Coffin confessor reveals juicy secrets of the dead for a flat fee of $10,000
Private investigator Bill Edgar has recently started working as a ‘coffin confessor’.
- Edgar attends the funerals of his clients and reveals the secrets they have asked him to share.
- The coffin confessor also does ‘home sweeps’ after his clients die whereby he cleans up and throws away everything that the deceased would not want their family to find.
- Edgar’s fee is $7,300 (AUD$10,000) for a funeral confession and $2,200 (AUD$3,000) for a home sweep.
Bill Edgar who is now known as the ‘Coffin Confessor’ acts as the voice of the dead.
For a fee of $7,300 (AUD$10,000), Edgar ensures that his clients will feel at peace knowing that there is somebody who will take care of their unfinished business after they die. The private investigator first crashed a funeral and revealed the secrets of the deceased three years ago when one of his terminally ill clients was being ripped off by someone in his business. Discussing death, Edgar had suggested that the man do his own eulogy; however, the man had said that he wanted something more and Edgar then joked that he could crash his funeral for him. About a month later, he had been contacted by the man and was told he would take him up on his offer, paying him $7,300 (AUD$10,000) to crash his funeral.
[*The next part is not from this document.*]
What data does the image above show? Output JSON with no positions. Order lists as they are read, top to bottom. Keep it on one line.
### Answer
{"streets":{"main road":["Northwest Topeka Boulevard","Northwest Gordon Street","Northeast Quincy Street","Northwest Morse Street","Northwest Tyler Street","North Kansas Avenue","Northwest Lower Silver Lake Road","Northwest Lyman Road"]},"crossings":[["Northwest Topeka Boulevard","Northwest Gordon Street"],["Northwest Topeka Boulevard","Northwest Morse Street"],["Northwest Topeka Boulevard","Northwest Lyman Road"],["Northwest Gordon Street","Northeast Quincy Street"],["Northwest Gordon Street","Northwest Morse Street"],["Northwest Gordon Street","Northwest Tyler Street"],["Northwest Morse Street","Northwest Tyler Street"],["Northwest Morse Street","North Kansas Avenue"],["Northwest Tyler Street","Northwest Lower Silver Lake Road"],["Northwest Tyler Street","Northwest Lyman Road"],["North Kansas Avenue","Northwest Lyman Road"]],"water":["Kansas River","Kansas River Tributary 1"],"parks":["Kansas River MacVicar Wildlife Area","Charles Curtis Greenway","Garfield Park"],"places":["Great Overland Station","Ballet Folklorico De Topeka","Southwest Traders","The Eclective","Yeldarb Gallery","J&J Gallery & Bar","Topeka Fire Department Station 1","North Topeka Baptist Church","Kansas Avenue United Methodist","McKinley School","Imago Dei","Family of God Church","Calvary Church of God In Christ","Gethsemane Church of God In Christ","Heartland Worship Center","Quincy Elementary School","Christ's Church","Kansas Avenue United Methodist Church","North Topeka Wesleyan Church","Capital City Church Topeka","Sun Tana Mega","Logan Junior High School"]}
Edgar described the first funeral he crashed as he wrote:
I was to interrupt the funeral when his best friend was reading the eulogy and to tell his best friend to sit down and shut up. Then I was to explain to everyone that I had something to say on the behalf of the deceased. […] I just went in as a mourner and sat amongst the family and friends. […] I then outed the best friend for trying to sleep with the deceased’s wife, I asked three mourners who were also at the funeral to stand up and make themselves known, and then I had to tell them to get lost, because as far as my client had been concerned, they shouldn’t have been at the funeral.
Since then, Edgar has done 22 funerals and home sweeps.
The Coffin Confessor charges $7,300 (AUD$10,000) for a funeral confession and $2,200 (AUD$3,000) for a ‘home sweep’. When a client asks for a home sweep, they are essentially asking Edgar to destroy all of the items that they do not want their family and friends to find: “It could be anything from sex toys to money or guns. We’ve all got skeletons in our closets and we don’t want family and friends finding that type of stuff”. Nevertheless, Edgar notes that he has declined certain requests in the past.
In order to hire Edgar, you would need to sign a contract.
Going into people’s homes and confessing their darkest secrets could prove dangerous. For this reason, Edgar has put measures in place in order to protect himself. More specifically, he ensures that all of the conversations are recorded and that the clients sign a contract. Edgar notes: “If someone wants to confess to a serious crime after they have passed, I have to suggest they write it down and seal it and I will open it after their death, because I do not want to be in a position of knowing something that should be reported to the police.”
Does his unusual job help or harm the mourners?
According to psychologist Shona Innes, Edgar’s job is harmful and destructive for everyone involved. Edgar makes it possible for people to avoid having to fix their problems and relationships while they are still alive as they know that after they are gone, there would be someone to handle everything for them. This, ABC reports is the ‘ultimate avoidance’. In addition to this, by revealing a horrifying secret, Edgar can do tremendous damage to the mental and emotional health of the deceased’s family. Ultimately, it is possible that the Coffin Confessor could be doing a lot more harm than good.